Saved data entries:
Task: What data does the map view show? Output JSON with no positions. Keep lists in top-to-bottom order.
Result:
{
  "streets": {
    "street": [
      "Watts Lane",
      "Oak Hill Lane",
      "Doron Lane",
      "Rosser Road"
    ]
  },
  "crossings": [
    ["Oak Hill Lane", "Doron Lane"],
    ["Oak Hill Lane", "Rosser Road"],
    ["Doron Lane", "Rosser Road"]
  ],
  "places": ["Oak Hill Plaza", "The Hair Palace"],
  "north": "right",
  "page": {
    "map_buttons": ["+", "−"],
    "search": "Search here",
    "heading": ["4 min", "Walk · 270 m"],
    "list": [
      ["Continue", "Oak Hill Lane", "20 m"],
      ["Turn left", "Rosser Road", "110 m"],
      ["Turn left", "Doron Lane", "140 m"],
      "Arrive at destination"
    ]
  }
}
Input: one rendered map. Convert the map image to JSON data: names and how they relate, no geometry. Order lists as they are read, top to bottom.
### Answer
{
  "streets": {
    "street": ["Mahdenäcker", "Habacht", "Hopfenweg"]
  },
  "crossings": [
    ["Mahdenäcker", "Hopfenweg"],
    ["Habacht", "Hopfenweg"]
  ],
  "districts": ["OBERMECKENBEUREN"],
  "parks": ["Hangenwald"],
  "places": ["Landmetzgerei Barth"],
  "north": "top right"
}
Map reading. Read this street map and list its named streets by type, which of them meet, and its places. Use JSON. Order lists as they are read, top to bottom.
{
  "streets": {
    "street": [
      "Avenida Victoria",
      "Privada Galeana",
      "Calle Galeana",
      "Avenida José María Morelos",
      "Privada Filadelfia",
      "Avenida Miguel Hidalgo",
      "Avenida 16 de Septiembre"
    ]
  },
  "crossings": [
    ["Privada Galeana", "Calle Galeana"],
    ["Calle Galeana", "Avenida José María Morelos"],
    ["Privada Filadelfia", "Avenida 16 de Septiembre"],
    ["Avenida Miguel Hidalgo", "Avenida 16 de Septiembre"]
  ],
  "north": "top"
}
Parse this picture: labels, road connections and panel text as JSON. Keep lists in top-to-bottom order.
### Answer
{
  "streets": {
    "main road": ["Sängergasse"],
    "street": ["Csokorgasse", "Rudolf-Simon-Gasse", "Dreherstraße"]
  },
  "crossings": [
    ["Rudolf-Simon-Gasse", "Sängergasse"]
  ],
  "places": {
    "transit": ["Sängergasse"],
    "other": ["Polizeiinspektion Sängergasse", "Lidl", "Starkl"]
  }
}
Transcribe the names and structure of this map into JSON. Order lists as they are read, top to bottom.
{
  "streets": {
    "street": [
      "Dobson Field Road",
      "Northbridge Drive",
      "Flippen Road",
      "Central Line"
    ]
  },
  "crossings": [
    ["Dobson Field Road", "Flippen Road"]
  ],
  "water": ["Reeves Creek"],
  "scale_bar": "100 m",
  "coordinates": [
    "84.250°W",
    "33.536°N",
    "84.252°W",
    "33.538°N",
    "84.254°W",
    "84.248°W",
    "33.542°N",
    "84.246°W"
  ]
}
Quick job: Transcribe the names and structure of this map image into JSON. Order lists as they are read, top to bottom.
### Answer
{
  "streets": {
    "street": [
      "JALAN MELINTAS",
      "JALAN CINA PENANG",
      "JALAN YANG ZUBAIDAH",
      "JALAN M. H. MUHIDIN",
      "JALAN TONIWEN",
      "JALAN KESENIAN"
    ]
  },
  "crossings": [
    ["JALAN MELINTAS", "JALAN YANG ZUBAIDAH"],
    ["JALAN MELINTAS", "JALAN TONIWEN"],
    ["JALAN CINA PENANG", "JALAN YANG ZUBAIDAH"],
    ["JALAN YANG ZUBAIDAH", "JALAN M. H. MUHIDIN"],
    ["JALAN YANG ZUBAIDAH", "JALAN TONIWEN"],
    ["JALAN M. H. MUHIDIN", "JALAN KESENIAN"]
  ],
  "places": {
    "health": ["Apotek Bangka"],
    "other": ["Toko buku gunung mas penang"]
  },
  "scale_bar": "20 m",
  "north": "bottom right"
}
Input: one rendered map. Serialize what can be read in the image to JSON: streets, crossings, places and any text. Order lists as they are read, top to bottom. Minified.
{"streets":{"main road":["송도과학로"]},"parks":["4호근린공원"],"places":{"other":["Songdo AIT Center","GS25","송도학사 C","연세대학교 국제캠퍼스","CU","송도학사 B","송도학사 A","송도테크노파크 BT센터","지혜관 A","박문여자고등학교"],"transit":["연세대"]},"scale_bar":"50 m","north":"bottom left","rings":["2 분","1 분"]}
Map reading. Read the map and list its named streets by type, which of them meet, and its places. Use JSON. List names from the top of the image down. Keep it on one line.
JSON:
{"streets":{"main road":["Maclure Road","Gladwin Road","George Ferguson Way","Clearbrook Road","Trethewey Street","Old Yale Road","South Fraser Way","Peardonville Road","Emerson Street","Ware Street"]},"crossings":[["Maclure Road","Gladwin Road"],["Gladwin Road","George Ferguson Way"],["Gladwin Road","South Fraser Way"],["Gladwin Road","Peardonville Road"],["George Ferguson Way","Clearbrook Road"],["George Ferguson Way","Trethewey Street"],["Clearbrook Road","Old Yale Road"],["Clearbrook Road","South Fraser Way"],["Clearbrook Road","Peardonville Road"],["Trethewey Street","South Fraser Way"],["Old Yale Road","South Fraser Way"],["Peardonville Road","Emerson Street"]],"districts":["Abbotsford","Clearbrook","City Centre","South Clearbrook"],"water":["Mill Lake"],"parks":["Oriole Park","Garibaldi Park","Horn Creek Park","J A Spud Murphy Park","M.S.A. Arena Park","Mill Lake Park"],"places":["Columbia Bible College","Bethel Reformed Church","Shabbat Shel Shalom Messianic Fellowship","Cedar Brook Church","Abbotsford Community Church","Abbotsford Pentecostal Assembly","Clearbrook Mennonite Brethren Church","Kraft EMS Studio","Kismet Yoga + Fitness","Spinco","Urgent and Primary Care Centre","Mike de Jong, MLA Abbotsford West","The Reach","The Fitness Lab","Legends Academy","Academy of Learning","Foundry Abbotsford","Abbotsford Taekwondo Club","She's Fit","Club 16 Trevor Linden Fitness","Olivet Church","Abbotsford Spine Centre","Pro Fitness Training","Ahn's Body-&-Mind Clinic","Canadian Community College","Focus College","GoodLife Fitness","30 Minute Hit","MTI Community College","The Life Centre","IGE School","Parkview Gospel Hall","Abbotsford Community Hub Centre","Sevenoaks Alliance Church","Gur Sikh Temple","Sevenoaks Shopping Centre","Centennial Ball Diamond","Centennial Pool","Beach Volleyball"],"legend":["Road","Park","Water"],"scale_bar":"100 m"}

**Your instructions:** All lines of the data that hold "Keep" need to be copied.

**Written answer:**
Task: What data does the map view show? Output JSON with no positions. Keep lists in top-to-bottom order.
Parse this picture: labels, road connections and panel text as JSON. Keep lists in top-to-bottom order.
Map reading. Read the map and list its named streets by type, which of them meet, and its places. Use JSON. List names from the top of the image down. Keep it on one line.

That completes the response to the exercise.